● What you will do
Would you reproduce exactly the lines below from the one holding "Describe this street" through the one holding "I am building a map index. Read", inclusive, and no others?

☆ ☆ ☆ ☆

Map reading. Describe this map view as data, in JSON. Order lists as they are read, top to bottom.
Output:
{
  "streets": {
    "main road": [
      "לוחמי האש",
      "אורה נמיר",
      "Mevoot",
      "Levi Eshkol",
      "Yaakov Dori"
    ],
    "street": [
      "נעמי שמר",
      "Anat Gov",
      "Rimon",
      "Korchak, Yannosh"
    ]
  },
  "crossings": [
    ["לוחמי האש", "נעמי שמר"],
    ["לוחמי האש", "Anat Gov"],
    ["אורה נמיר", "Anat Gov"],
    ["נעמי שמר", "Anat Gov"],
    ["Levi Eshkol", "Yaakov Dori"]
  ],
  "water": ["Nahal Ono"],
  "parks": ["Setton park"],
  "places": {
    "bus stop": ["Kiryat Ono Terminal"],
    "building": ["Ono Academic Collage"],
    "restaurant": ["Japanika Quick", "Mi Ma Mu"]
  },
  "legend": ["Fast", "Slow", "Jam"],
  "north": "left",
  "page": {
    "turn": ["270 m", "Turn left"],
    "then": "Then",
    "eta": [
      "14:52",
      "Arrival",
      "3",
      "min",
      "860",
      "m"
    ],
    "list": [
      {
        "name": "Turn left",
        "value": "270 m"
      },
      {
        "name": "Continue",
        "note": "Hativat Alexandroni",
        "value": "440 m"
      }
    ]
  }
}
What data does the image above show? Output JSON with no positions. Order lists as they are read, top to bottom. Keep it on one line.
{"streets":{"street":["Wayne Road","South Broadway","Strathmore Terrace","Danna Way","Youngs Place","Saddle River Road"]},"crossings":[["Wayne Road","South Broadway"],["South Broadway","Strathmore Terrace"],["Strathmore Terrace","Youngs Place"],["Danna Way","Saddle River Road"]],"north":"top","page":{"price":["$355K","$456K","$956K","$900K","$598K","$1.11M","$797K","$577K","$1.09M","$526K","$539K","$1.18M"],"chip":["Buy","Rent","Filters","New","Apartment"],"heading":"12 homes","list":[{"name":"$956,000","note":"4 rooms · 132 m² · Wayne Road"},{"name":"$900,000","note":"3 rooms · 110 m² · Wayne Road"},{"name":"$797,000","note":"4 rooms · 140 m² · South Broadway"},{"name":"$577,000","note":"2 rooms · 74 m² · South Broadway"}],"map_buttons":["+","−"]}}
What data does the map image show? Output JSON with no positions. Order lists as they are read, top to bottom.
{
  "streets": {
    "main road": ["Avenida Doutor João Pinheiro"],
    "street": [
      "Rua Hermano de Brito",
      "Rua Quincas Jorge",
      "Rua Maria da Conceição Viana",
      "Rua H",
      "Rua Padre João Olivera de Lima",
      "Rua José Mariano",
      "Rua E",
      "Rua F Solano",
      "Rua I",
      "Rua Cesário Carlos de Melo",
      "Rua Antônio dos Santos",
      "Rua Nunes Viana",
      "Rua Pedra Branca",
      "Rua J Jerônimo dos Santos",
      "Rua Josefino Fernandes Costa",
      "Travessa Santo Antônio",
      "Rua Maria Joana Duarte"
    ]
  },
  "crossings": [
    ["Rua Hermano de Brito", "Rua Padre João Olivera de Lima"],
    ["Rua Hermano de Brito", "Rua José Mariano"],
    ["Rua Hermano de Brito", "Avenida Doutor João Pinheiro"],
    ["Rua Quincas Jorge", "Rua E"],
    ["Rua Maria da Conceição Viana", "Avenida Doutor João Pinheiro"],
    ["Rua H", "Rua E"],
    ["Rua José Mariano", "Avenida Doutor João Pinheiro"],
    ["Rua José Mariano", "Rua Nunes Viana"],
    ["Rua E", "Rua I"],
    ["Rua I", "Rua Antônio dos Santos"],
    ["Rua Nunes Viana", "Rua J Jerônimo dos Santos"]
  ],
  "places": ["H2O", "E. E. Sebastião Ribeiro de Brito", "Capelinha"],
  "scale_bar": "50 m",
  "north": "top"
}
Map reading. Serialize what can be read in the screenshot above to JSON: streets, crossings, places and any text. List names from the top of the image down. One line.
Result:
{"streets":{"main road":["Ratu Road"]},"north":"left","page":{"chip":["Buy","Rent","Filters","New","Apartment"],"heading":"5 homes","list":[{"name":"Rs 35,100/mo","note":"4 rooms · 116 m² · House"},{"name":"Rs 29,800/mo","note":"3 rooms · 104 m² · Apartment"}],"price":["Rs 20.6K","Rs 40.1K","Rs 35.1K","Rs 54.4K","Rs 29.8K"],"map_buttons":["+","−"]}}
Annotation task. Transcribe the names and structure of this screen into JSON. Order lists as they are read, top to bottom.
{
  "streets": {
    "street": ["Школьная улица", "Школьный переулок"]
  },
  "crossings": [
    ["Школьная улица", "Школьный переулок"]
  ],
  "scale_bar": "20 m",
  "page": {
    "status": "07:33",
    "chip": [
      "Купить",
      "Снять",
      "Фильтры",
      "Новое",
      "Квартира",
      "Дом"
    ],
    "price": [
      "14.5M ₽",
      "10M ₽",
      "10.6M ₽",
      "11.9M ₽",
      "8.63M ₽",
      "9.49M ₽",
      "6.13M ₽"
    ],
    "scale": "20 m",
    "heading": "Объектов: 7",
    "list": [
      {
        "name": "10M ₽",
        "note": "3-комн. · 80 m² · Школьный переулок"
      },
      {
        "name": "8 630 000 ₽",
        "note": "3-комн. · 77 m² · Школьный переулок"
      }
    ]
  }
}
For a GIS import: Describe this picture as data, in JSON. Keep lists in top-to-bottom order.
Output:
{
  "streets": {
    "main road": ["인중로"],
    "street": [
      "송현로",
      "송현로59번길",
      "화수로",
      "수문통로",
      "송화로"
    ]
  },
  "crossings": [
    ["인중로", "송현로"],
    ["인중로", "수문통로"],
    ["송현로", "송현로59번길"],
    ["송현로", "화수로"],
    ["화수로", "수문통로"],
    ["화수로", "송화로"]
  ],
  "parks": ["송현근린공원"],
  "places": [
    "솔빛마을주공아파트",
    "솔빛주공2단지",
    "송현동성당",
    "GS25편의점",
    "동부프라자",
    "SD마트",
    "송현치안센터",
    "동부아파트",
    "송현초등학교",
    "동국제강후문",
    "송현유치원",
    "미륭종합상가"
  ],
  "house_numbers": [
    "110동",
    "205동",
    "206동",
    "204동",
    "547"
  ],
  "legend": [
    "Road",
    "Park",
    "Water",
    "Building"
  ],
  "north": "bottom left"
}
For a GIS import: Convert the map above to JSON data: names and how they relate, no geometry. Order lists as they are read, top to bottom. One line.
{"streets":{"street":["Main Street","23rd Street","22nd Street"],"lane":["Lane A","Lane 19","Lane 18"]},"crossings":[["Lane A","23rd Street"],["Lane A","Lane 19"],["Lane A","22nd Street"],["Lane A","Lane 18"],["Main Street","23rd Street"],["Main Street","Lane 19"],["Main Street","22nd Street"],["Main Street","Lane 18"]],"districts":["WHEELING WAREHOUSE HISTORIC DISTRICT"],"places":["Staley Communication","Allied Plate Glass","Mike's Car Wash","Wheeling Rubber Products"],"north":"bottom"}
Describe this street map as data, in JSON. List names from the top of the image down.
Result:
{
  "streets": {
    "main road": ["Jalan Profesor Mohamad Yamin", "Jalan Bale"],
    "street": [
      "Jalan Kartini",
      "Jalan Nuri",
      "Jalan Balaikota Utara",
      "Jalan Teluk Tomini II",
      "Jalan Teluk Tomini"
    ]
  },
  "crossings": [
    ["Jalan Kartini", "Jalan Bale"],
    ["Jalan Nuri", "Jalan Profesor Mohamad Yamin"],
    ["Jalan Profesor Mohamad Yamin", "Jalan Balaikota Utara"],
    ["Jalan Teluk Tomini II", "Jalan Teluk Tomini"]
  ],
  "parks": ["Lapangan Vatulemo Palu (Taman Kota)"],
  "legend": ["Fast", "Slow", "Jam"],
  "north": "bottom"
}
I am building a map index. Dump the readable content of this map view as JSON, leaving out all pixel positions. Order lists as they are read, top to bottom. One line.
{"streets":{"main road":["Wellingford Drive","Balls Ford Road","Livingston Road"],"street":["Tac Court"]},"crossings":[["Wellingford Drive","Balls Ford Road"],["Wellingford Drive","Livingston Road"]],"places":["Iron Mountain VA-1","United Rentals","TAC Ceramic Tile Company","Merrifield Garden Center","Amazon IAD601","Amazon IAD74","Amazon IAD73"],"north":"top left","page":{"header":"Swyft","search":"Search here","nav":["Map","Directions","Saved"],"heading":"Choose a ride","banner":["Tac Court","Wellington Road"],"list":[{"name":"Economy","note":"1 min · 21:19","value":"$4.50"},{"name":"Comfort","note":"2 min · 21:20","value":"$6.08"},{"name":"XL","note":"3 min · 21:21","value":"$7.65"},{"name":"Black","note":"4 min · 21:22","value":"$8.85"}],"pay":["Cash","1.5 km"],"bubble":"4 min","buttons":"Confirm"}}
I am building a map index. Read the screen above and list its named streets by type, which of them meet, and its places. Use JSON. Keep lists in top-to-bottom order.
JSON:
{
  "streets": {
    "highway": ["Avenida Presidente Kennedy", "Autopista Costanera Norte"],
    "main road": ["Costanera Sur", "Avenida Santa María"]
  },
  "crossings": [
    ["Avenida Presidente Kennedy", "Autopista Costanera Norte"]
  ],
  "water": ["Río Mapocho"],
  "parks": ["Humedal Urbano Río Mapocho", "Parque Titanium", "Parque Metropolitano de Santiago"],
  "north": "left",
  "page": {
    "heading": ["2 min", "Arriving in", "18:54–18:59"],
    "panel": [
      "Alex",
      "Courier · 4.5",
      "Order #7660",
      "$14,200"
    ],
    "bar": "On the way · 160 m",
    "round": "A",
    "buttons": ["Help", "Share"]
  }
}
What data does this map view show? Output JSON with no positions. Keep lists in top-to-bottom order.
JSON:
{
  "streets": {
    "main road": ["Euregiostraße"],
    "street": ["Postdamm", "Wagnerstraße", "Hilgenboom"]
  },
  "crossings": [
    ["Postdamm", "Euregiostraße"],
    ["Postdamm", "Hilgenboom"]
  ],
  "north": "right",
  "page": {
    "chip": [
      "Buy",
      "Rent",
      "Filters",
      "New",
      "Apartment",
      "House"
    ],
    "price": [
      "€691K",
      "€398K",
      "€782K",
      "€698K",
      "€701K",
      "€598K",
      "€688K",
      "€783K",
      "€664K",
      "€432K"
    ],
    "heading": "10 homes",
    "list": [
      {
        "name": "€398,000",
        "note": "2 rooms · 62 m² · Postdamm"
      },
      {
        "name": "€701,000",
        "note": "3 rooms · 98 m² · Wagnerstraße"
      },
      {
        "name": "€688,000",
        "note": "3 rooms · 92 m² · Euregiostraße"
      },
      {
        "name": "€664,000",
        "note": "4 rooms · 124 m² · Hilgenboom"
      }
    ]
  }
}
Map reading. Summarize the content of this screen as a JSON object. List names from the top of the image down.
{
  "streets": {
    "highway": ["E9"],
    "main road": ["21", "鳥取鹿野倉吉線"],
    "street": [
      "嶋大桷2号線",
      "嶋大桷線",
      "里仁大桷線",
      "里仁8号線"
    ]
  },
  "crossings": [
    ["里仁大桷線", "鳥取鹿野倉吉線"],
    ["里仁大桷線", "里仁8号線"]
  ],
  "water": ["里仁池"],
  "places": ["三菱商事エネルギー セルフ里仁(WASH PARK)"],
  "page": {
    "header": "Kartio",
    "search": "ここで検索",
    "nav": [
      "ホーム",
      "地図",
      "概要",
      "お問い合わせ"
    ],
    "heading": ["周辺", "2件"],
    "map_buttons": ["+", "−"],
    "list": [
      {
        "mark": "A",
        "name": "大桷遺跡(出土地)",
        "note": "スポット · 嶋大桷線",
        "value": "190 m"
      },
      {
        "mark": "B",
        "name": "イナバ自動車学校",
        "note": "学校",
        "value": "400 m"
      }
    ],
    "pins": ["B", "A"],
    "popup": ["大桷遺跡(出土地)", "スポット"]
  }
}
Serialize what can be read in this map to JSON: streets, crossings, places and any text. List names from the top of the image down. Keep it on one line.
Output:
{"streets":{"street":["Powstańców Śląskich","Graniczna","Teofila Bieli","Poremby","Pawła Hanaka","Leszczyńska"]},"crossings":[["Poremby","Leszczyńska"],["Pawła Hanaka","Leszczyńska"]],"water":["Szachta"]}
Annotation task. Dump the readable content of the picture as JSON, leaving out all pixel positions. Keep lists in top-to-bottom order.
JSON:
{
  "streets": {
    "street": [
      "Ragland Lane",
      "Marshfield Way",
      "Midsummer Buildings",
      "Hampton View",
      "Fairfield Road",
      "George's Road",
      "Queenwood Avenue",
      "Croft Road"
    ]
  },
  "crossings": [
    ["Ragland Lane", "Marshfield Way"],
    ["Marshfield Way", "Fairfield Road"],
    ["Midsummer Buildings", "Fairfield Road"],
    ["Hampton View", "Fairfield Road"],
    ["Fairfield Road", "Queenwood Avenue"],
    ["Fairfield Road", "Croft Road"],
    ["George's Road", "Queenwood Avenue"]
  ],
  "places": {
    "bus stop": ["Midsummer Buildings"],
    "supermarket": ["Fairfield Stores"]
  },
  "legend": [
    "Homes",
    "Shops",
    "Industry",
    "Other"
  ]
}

☆ ☆ ☆ ☆

● Task answer
Describe this street map as data, in JSON. List names from the top of the image down.
Result:
{
  "streets": {
    "main road": ["Jalan Profesor Mohamad Yamin", "Jalan Bale"],
    "street": [
      "Jalan Kartini",
      "Jalan Nuri",
      "Jalan Balaikota Utara",
      "Jalan Teluk Tomini II",
      "Jalan Teluk Tomini"
    ]
  },
  "crossings": [
    ["Jalan Kartini", "Jalan Bale"],
    ["Jalan Nuri", "Jalan Profesor Mohamad Yamin"],
    ["Jalan Profesor Mohamad Yamin", "Jalan Balaikota Utara"],
    ["Jalan Teluk Tomini II", "Jalan Teluk Tomini"]
  ],
  "parks": ["Lapangan Vatulemo Palu (Taman Kota)"],
  "legend": ["Fast", "Slow", "Jam"],
  "north": "bottom"
}
I am building a map index. Dump the readable content of this map view as JSON, leaving out all pixel positions. Order lists as they are read, top to bottom. One line.
{"streets":{"main road":["Wellingford Drive","Balls Ford Road","Livingston Road"],"street":["Tac Court"]},"crossings":[["Wellingford Drive","Balls Ford Road"],["Wellingford Drive","Livingston Road"]],"places":["Iron Mountain VA-1","United Rentals","TAC Ceramic Tile Company","Merrifield Garden Center","Amazon IAD601","Amazon IAD74","Amazon IAD73"],"north":"top left","page":{"header":"Swyft","search":"Search here","nav":["Map","Directions","Saved"],"heading":"Choose a ride","banner":["Tac Court","Wellington Road"],"list":[{"name":"Economy","note":"1 min · 21:19","value":"$4.50"},{"name":"Comfort","note":"2 min · 21:20","value":"$6.08"},{"name":"XL","note":"3 min · 21:21","value":"$7.65"},{"name":"Black","note":"4 min · 21:22","value":"$8.85"}],"pay":["Cash","1.5 km"],"bubble":"4 min","buttons":"Confirm"}}
I am building a map index. Read the screen above and list its named streets by type, which of them meet, and its places. Use JSON. Keep lists in top-to-bottom order.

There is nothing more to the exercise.